ルーラは止まらなかった。弾を受けながら前に出た。翠閃を手に凝縮し、サシュナとの距離を詰める。

三十メートル、二十メートル、十メートル。木弾が加速していく。


サシュナが下がった。


五メートル。

ルーラの翠閃がサシュナの腹へ当たった。


後方へ吹き飛んだ。木の幹に背中から激突する。森が揺らぎ、木の葉がすべて落ちる。


「——勝った?」

コレットが自席から願うように手を合わせた。雨のように葉が落ちていく。ルーラが一歩踏み出した。


 まだ油断しちゃだめ、翠閃を——


目が開いた。

サシュナの目が開いた。落ちる葉の隙間からルーラはそれを見逃さなかった。


だが体を起こさなかった。腕も動かさなかった。ただ目が開いた。床に倒れたまま上を向いたまま。

死に体だ。誰もがそう思った。ルーラだけは身構えた。


 何かがおかしい。

 体中の傷が少し疼いた。翠閃を使いすぎた。魔力が薄い。それより。


サシュナの体の内側から直接、木が生えた


「リン先輩の隣は」

体が四方に木を伸ばした。倒れたまま、そこが世界の中心であるかのように。枝が空へ向かい、根が床を割り、フィールド全体の木が灰色の葉を広げた。


「私が、立つから」

木がルーラを包んだ。


逃げ出そうとするが、体が言うことを聞かない。翠閃を出そうと手のひらに力を込めた。緑の光が滲んだだけで形にならなかった。
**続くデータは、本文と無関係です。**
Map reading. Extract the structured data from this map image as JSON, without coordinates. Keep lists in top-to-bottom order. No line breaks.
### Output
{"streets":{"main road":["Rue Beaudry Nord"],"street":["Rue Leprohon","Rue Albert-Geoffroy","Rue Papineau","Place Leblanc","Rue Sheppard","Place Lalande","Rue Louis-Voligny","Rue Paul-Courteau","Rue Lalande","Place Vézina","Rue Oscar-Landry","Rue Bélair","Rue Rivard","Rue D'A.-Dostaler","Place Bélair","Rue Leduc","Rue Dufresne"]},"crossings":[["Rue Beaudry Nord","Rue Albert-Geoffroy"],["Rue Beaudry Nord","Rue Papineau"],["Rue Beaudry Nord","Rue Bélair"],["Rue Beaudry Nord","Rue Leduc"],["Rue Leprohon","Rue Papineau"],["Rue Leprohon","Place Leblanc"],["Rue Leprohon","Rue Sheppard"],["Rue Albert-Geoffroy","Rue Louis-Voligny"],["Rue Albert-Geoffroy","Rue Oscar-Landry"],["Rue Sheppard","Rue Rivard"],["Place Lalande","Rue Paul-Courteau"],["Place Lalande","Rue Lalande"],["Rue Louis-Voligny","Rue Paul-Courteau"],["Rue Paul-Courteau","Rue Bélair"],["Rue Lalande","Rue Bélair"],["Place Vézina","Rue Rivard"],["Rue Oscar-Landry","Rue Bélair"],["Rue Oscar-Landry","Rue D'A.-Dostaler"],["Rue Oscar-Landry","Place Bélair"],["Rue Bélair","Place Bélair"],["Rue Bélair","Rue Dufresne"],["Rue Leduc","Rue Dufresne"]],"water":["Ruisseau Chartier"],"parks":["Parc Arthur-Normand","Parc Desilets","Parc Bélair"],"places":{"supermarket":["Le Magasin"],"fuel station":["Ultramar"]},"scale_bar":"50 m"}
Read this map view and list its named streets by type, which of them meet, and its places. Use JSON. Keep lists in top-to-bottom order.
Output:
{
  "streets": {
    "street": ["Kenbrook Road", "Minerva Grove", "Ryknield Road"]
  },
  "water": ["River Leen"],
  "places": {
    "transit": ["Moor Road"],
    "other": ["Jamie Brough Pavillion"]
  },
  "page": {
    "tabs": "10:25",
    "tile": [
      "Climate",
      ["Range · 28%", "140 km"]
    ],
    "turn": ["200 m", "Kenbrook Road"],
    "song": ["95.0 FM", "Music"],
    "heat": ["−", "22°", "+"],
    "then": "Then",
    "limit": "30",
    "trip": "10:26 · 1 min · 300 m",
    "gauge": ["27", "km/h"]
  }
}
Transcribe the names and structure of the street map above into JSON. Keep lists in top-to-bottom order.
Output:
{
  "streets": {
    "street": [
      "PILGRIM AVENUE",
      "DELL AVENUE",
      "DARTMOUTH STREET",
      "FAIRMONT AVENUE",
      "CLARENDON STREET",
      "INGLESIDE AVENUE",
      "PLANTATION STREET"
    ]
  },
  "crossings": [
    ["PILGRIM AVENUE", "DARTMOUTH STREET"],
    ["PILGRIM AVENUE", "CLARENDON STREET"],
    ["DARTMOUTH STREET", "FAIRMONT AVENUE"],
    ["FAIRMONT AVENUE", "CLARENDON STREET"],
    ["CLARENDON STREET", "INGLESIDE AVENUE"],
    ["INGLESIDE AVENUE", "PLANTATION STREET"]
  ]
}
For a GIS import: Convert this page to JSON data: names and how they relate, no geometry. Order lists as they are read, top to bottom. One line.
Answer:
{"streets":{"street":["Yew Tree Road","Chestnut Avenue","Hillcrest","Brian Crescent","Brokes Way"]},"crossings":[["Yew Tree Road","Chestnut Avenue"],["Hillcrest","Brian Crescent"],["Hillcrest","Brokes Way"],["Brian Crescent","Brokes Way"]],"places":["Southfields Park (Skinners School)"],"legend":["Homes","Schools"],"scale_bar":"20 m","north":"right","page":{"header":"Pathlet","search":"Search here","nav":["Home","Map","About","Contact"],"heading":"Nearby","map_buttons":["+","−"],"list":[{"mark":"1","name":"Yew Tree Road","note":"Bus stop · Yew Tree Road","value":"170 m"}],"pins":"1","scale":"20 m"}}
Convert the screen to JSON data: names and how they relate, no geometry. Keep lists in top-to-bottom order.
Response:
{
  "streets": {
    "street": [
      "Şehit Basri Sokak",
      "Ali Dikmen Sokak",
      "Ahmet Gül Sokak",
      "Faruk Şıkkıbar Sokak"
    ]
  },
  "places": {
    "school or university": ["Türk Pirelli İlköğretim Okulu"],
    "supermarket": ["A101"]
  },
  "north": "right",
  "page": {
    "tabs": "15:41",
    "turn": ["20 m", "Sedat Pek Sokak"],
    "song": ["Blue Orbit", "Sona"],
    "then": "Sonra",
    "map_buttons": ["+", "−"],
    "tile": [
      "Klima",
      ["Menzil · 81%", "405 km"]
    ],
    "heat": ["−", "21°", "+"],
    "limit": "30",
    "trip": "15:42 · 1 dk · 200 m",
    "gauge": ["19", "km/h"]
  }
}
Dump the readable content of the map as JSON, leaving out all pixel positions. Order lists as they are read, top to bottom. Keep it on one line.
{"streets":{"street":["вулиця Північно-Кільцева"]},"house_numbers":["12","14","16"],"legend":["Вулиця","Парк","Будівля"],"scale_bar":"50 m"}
木がルーラの体を包んで弾いた。爆発的な力だった。フィールドの端まで、ルーラの体が吹き飛んだ。


ルーラは立ち上がろうとした。

だが――


 動かない、足が。


翠閃を出そうとした。


 出ない。


魔力が底をついた。


木弾の一発目が右肩に当たった。

二発目がお腹に当たった。

三発目が頬を掠めた。


サシュナは立ち上がり、ただ腕だけを動かし、指先から木弾を一定のリズムで放ち続けていた。


十発。二十発。三十発。

ルーラは立ち上がろうとし続けた。腕を床につき体を持ち上げようとした。持ち上がるたびに木弾が当たって床に落ちた。


五十発。

静まり返っていた。木弾がルーラに当たる音だけが響き渡る。


「ルーラちゃん——!」

リンが叫んだ。


七十発。

ルーラの体から緑の液体が流れていた。


八十発。九十発。

ルーラは倒れたまま、天井を見ていた。

葉の隙間から光が入っていた。


 ゼル様。

 良い報告を持ち帰るって……。


百発目が、ルーラの胸に当たった。

静まり返った会場に、木弾が硬いものを打つ音が響く。


サシュナが腕を下ろした。

審判が走った。

「せ、戦闘不能!」

声が上ずっていた。


ルーラは動かなかった。


リンが席から飛び出していた。サリナが追いかけていた。


倒れたまま灰色の森を見た。灰色の葉っぱが広がっているのに対して、その中に一枚だけ緑色の葉っぱが枝の先端にくっついていた。ルーラはそれを見て、ほんの少しだけ笑った。